My son’s love language is tackling. During those moments in which he finds himself consumed by affection and/or joy (moments that are frequent) he will lovingly launch himself at the individual who is either responsible for or the specific object of his amour. Sometimes that’s ok; sometimes it’s not. For example, Mommy doesn’t always like it when little boys attack; Daddy, on the other hand, generally finds such expressions of exuberant love endearing and fun. It’s taking time and patience on the part of my wife and myself, but our son is gradually learning the concept of appropriateness in regards to his little boy behavior.
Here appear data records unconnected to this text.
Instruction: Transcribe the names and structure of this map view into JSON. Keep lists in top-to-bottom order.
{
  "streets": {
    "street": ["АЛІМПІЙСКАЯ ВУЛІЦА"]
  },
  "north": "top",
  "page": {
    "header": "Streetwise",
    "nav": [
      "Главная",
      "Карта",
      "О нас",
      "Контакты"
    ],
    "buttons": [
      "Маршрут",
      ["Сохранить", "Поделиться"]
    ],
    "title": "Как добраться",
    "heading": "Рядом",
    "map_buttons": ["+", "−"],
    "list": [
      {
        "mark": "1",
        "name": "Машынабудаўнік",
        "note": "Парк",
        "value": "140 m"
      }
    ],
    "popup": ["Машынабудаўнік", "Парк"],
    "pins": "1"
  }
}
And by “gradually,” I mean that he usually realizes his unintentional and good-hearted error after the fact.

Over the last few years, there have been many articles, blog posts, and social media rants shaming adults who tell girls that boys are “being mean” because they like them. “Being mean,” in these posts, is most often defined as teasing, pulling pigtails, general boyish physicality, etc. The social justice warrior class has decreed that this type of behavior is akin to molestation, and is predatory in nature. Little boys being little boys are compared to those who commit domestic violence. With words like “bully,” “abuse,” and “rape” being bandied about in conjunction with boys acting like … well … boys, I fear that being a boy is going to eventually be illegal and punishable by being sentenced to a gulag in our brave new world.

One post goes so far as to wag its finger in the direction of all masculinity and declare that “it is never appropriate to hit anyone, even if it is fun [emphasis mine].” Taking the scathing judgment of boyish masculinity far outside the range of poorly-communicated crushes and into the land of the very general, that author is connecting my son’s love of play-fighting (and my love of reciprocating his love of play-fighting) with domestic violence. One day, society is going to need good men to physically overpower bad men, but they’re going to find that all the good men have been neutered by society’s agreed upon disdain of masculinity.

The thing is, when our son demonstrates his love in a physical manner, he’s not trying to express power and domination; he’s simply being a little boy. Further, as a little boy, everything that he puts his hand on becomes a gun or a lightsaber. We didn’t teach him that; it’s innate.

Most often, his imaginative play involves him physically conquering evil. Recognizing the difference between good and evil, he feels the need to make things right. Enacting stories of good vs. evil is the positive outworking of his natural desire to wrestle and fight. And he loves and enjoys fighting. This makes it tricky to teach him how to appropriately express himself physically, but without teaching him that being a boy is shameful.

It’s one thing to recognize that little boys need to learn that it’s not ok to express affection through unwanted physicality. It’s another thing to stigmatize boys as sexual predators because they pull the pigtails of the girl that they like. Learning to channel their physical energy into appropriate avenues without squashing their identities as boys isn’t helped by social justice warriors who have taken it upon themselves to demonize being a male. When our son tackles someone he loves, it’s genuinely because he loves them. In his mind, he loves tackling, and, of course, so do they.

My wife and I are committed to raising our son in a manner that will help him become a man who expresses love through gentleness, but who also understands that defeating evil occasionally requires physical strength. At his age, he doesn’t understand the distinction; he only knows that fighting is fun. But the next phase in the war on masculinity has me worried that our son is going to be branded a sexual predator before he even learns his multiplication tables.

Declaring boys rapists because they pull girls’ pigtails isn’t helping them become men. It’s teaching them that masculinity is shameful and undesirable. If they’re not careful, when true evil threatens, the social justice warriors are going to be hard-pressed to find anyone who is able to enact righteousness and actually promote justice.